## RECORDS SHOWN
-- Opening Marker --

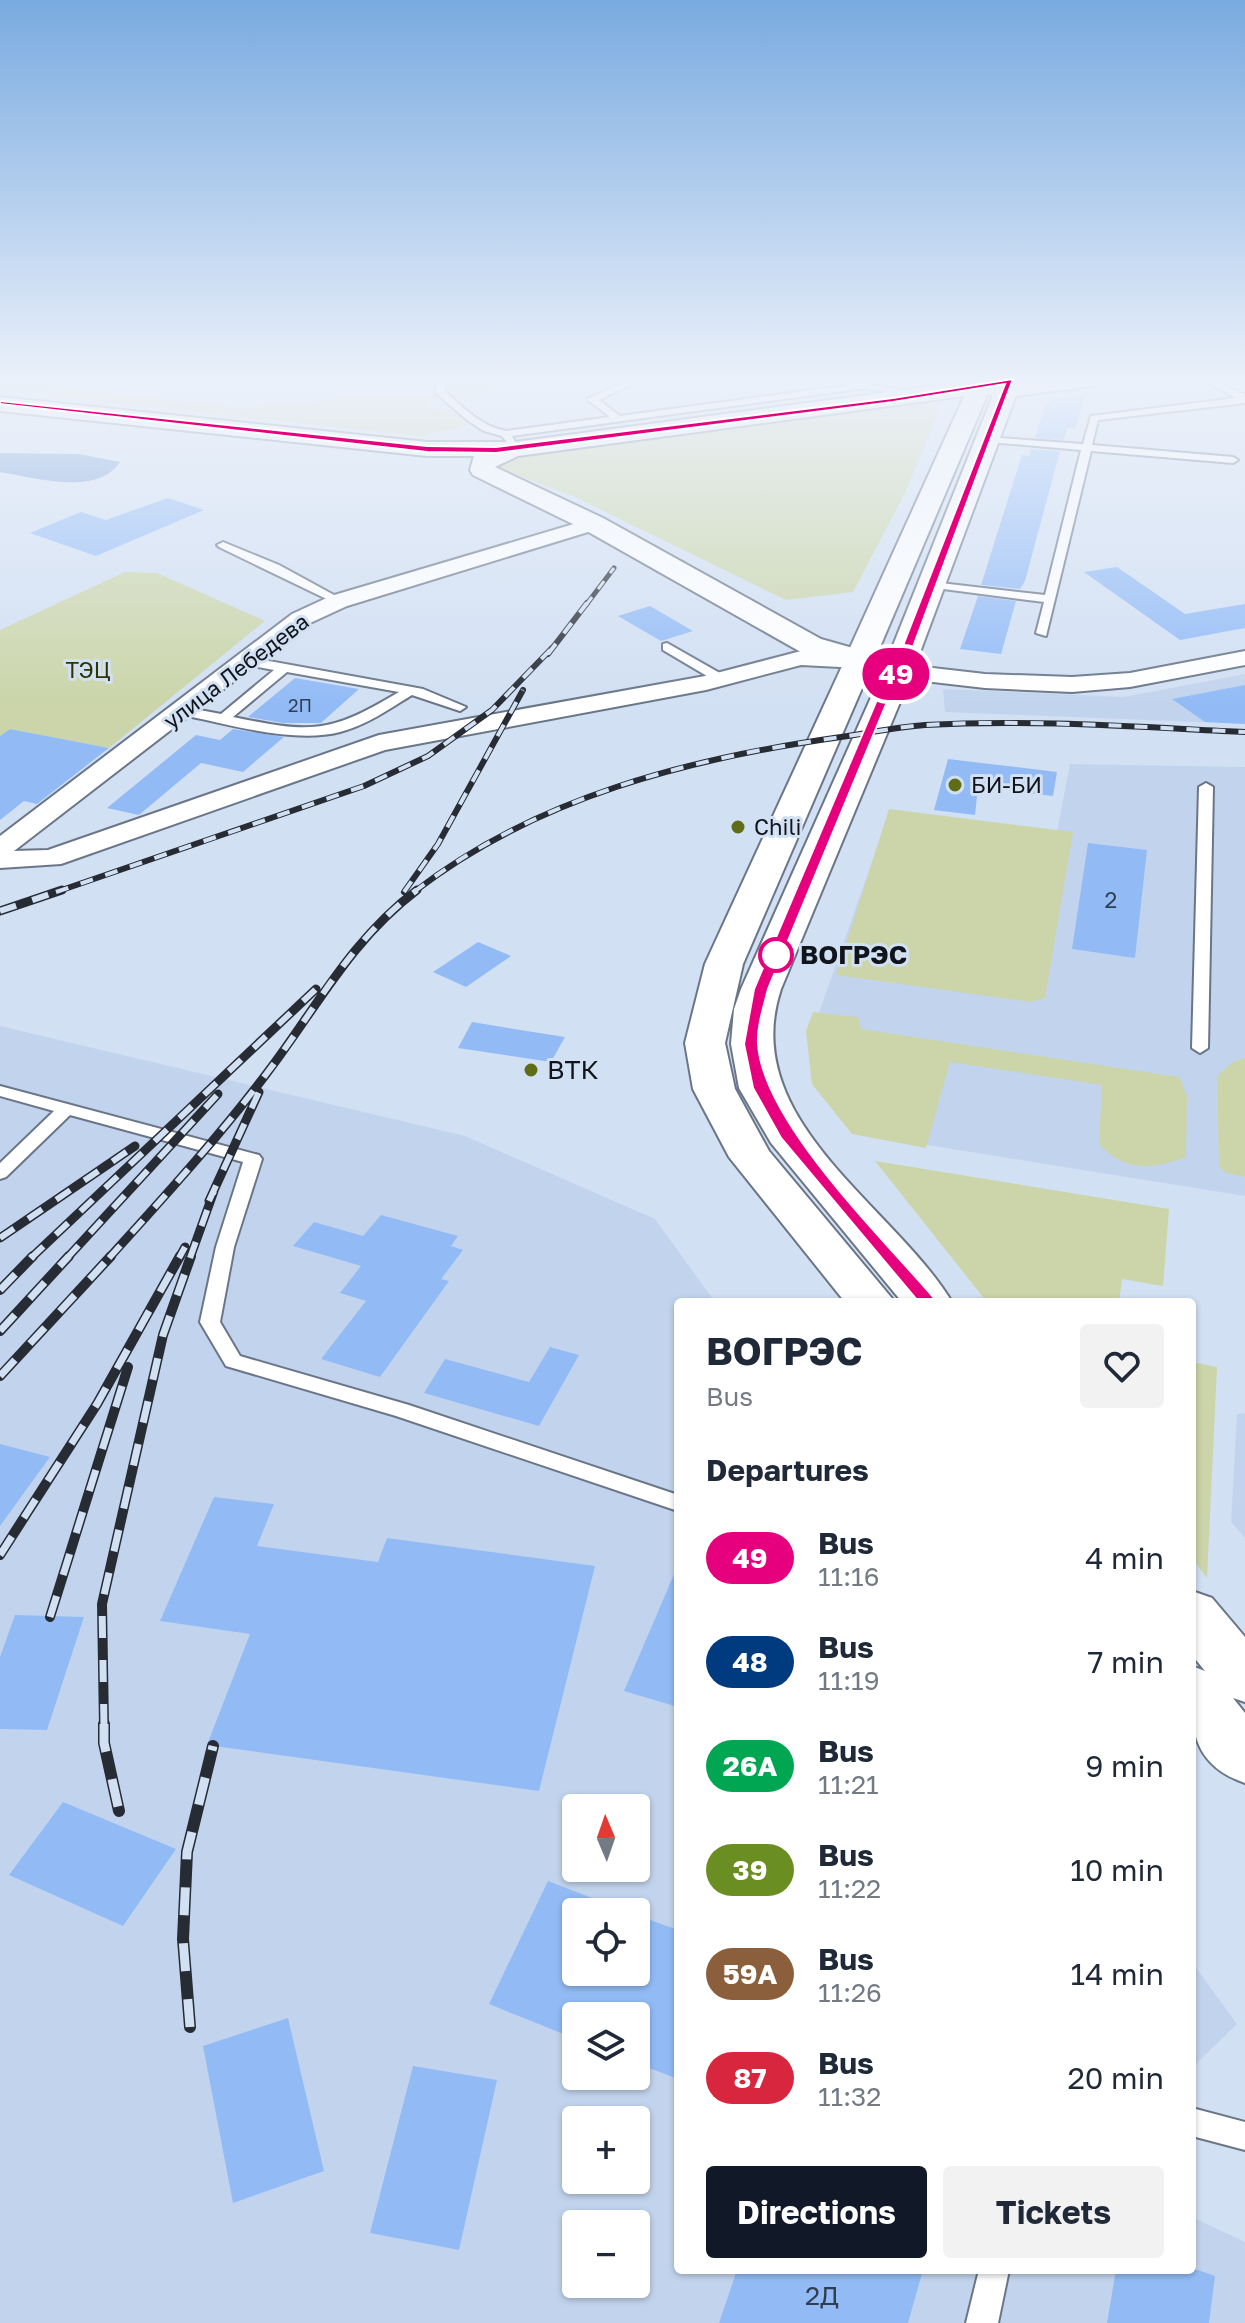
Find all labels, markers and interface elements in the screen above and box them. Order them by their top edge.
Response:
street label: улица Лебедева [158,607,314,734]
line badge: 49 [860,648,932,700]
park label: ТЭЦ [66,656,111,683]
text: 49 [878,657,914,690]
house number: 2П [288,694,312,716]
place label: БИ-БИ [971,771,1042,798]
marker: БИ-БИ [946,776,964,794]
place label: Chili [754,813,801,840]
marker: Chili [729,818,747,836]
house number: 2 [1105,886,1117,913]
marker: ВОГРЭС [759,938,793,972]
place label: ВОГРЭС [800,939,907,970]
place label: ВТК [547,1054,599,1085]
marker: ВТК [522,1061,540,1079]
button: heart [1080,1324,1164,1408]
text: ВОГРЭС [706,1328,863,1373]
text: Bus [706,1381,753,1412]
text: Departures [706,1452,869,1488]
text: Bus [818,1525,874,1561]
text: 4 min [1085,1540,1164,1576]
text: 49 [732,1541,768,1574]
text: 11:16 [818,1561,879,1592]
text: Bus [818,1629,874,1665]
text: 7 min [1088,1644,1164,1680]
text: 48 [732,1645,768,1678]
text: 11:19 [818,1665,879,1696]
text: Bus [818,1733,874,1769]
text: 9 min [1085,1748,1164,1784]
text: 26А [723,1749,777,1782]
text: 11:21 [818,1769,879,1800]
north arrow [562,1794,650,1882]
map controls [562,1794,650,2298]
text: Bus [818,1837,874,1873]
text: 10 min [1070,1852,1164,1888]
text: 39 [733,1853,767,1886]
text: 11:22 [818,1873,881,1904]
button: locate [562,1898,650,1986]
text: Bus [818,1941,874,1977]
text: 14 min [1071,1956,1164,1992]
text: 59А [723,1957,777,1990]
text: 11:26 [818,1977,882,2008]
button: layers [562,2002,650,2090]
text: Bus [818,2045,874,2081]
text: 20 min [1067,2060,1164,2096]
text: 87 [733,2061,767,2094]
text: 11:32 [818,2081,881,2112]
button: + [562,2106,650,2194]
button: Directions [706,2166,927,2258]
button: Tickets [943,2166,1164,2258]
button: − [562,2210,650,2298]
house number: 2Д [805,2280,839,2311]

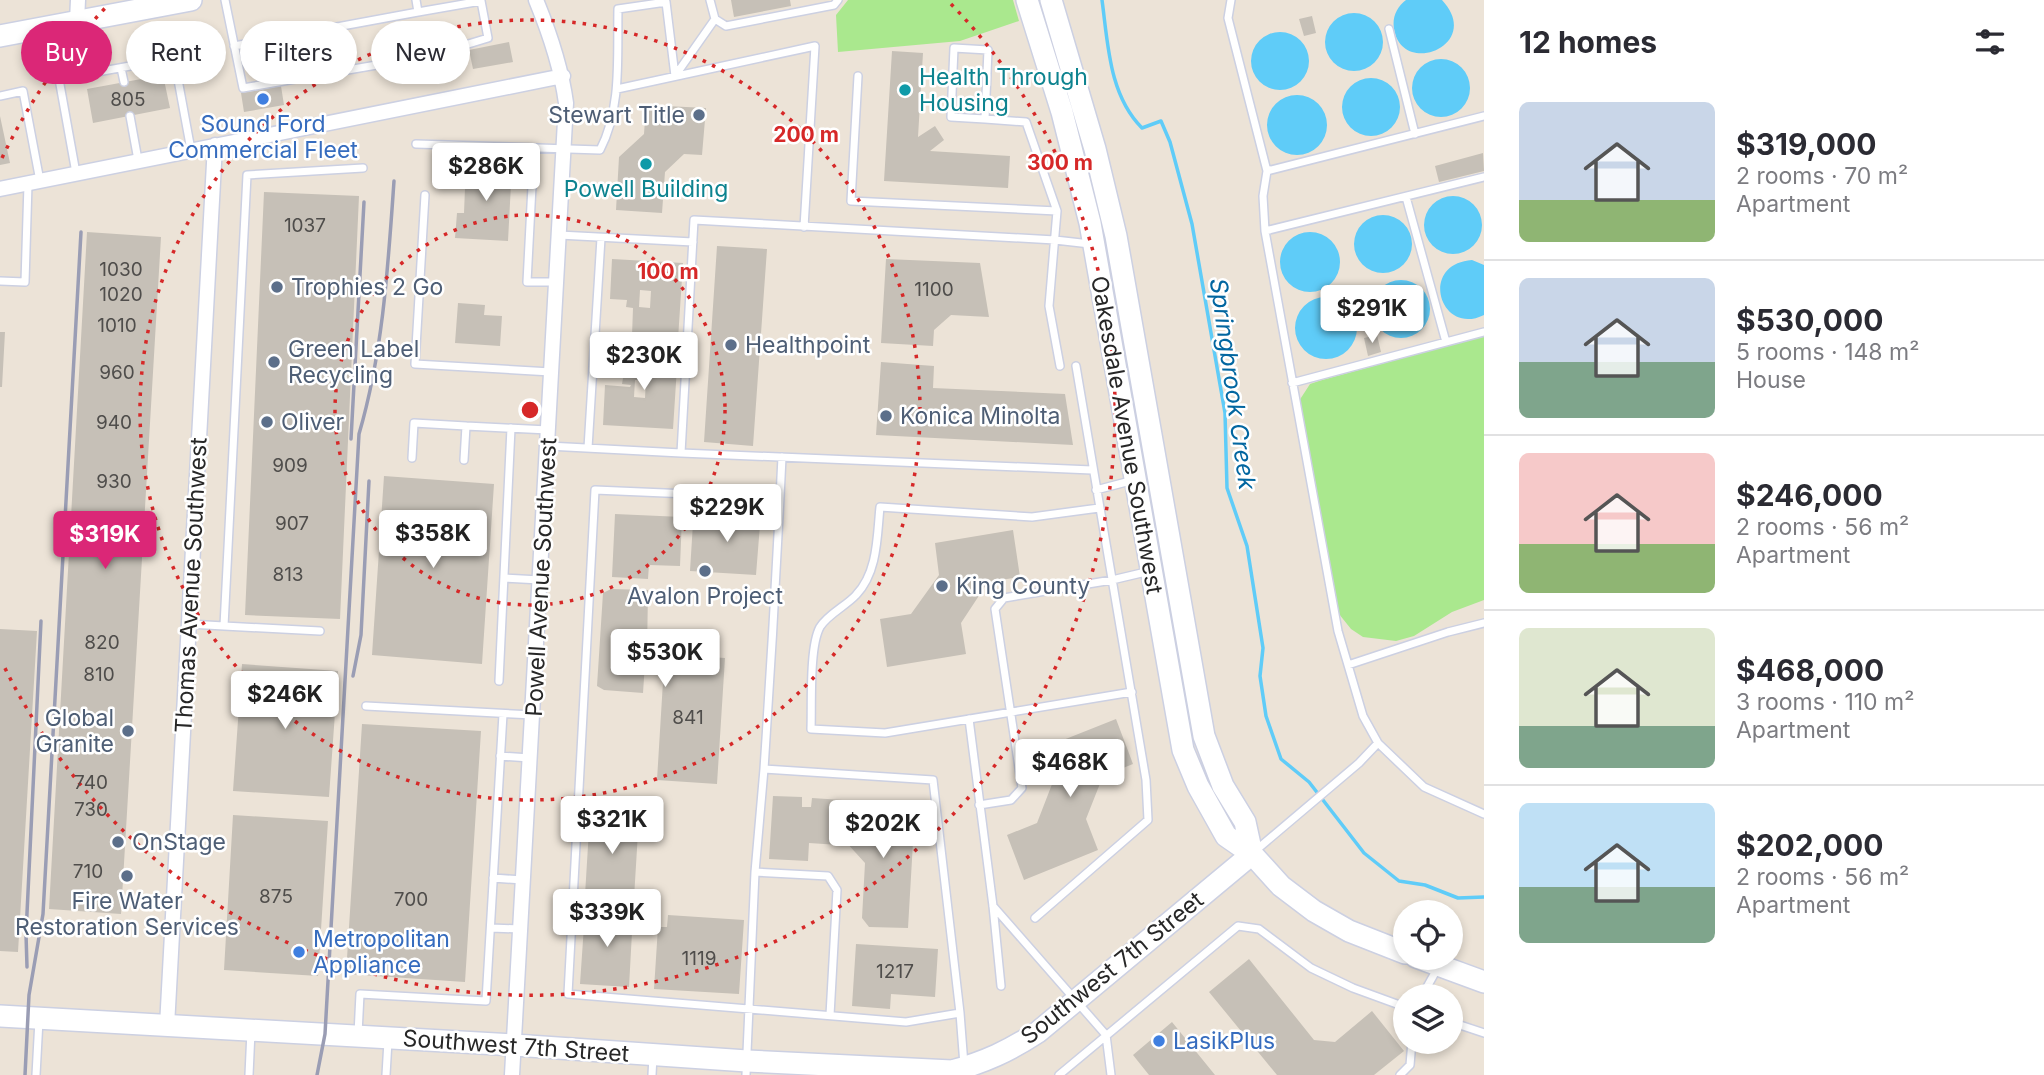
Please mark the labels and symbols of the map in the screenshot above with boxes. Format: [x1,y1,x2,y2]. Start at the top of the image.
place label: Health Through Housing [919,63,1088,117]
marker: Health Through Housing [897,82,913,98]
house number: 805 [110,88,146,111]
marker: Sound Ford Commercial Fleet [255,91,271,107]
place label: Stewart Title [548,101,685,129]
marker: Stewart Title [691,107,707,123]
place label: Sound Ford Commercial Fleet [168,110,358,164]
text: 200 m [773,122,839,147]
pin: $286K [437,144,535,203]
text: 300 m [1027,150,1093,175]
marker: Powell Building [638,156,654,172]
place label: Powell Building [564,175,728,203]
house number: 1037 [284,214,326,237]
house number: 1030 [99,258,143,281]
text: 100 m [637,259,699,284]
place label: Trophies 2 Go [291,273,443,301]
street label: Oakesdale Avenue Southwest [1085,274,1169,597]
water label: Springbrook Creek [1204,276,1262,492]
house number: 1100 [914,278,954,301]
marker: Trophies 2 Go [269,279,285,295]
house number: 1020 [99,283,143,306]
pin: $291K [1323,286,1421,345]
house number: 1010 [97,314,137,337]
place label: Healthpoint [745,331,871,359]
pin: $230K [595,332,693,392]
place label: Green Label Recycling [288,335,419,389]
marker: Healthpoint [723,337,739,353]
marker: Green Label Recycling [266,354,282,370]
house number: 960 [99,361,135,384]
centre of rings [518,398,542,422]
place label: Konica Minolta [900,402,1060,430]
place label: Oliver [281,408,345,436]
marker: Konica Minolta [878,408,894,424]
house number: 940 [96,411,132,434]
marker: Oliver [259,414,275,430]
street label: Thomas Avenue Southwest [169,436,213,733]
street label: Powell Avenue Southwest [520,436,562,717]
house number: 909 [272,454,308,477]
house number: 930 [96,470,132,493]
pin: $229K [678,484,776,544]
pin: $358K [384,510,482,570]
pin: $319K [56,512,154,571]
house number: 907 [275,512,309,535]
house number: 813 [272,563,304,586]
marker: Avalon Project [697,563,713,579]
place label: King County [956,572,1090,600]
marker: King County [934,578,950,594]
place label: Avalon Project [627,582,783,610]
pin: $530K [616,630,714,689]
house number: 820 [84,631,120,654]
house number: 810 [83,663,115,686]
pin: $246K [236,672,334,731]
place label: Global Granite [35,704,114,758]
house number: 841 [672,706,704,729]
marker: Global Granite [120,723,136,739]
pin: $468K [1021,740,1119,799]
house number: 740 [74,771,108,794]
pin: $321K [563,796,661,856]
house number: 730 [74,798,108,821]
pin: $202K [834,800,932,860]
place label: OnStage [132,828,226,856]
marker: OnStage [110,834,126,850]
house number: 710 [73,860,103,883]
marker: Fire Water Restoration Services [119,868,135,884]
house number: 875 [259,885,293,908]
street label: Southwest 7th Street [1015,885,1209,1050]
place label: Fire Water Restoration Services [15,887,239,941]
house number: 700 [394,888,428,911]
pin: $339K [558,890,656,949]
place label: Metropolitan Appliance [313,925,450,979]
marker: Metropolitan Appliance [291,944,307,960]
house number: 1119 [682,947,716,970]
house number: 1217 [876,960,914,983]
street label: Southwest 7th Street [402,1024,631,1068]
place label: LasikPlus [1173,1027,1275,1055]
marker: LasikPlus [1151,1033,1167,1049]

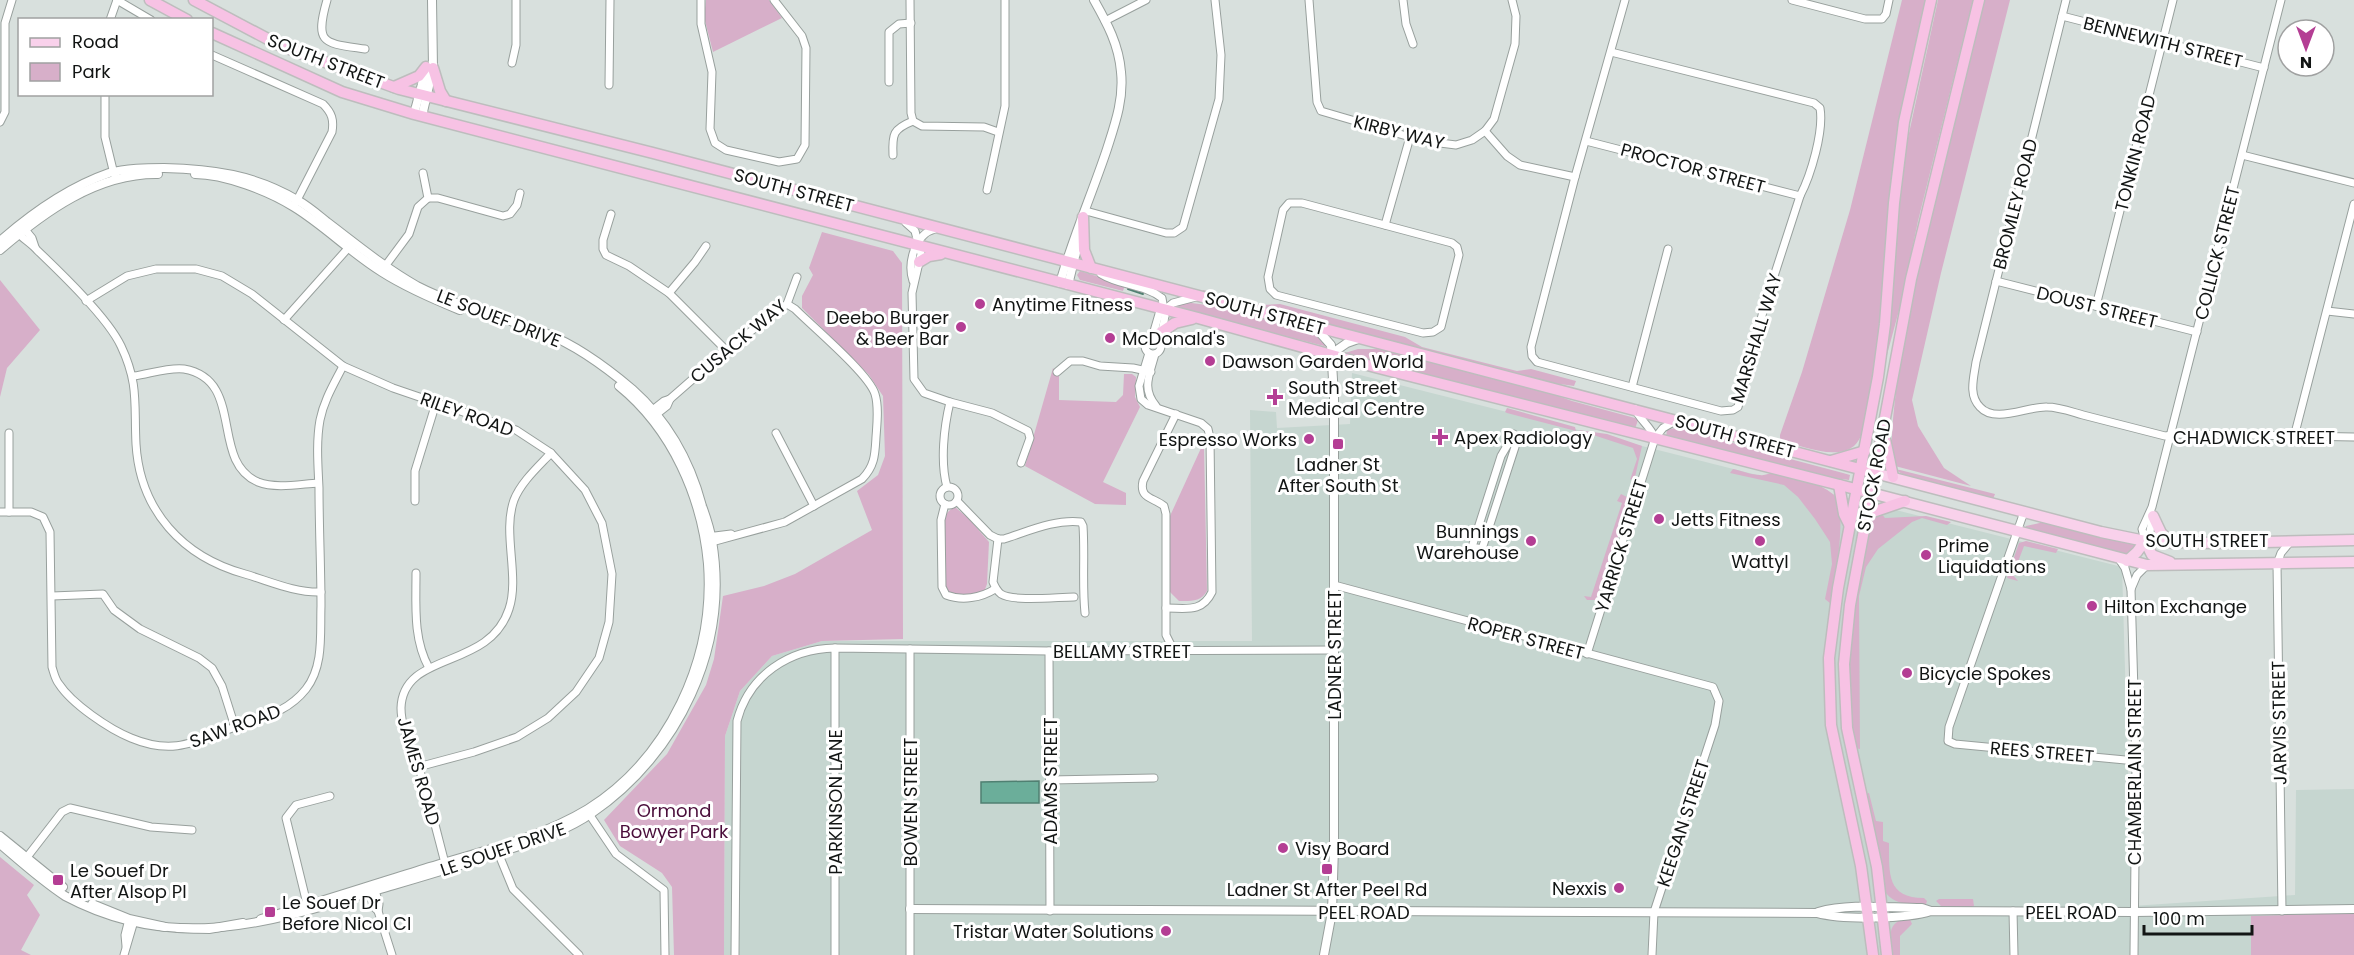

-- Closing Marker --

Reproduce each line from the listing above that includes the word "Services".

## TASK RESPONSE
marker: Fire Water Restoration Services [119,868,135,884]
place label: Fire Water Restoration Services [15,887,239,941]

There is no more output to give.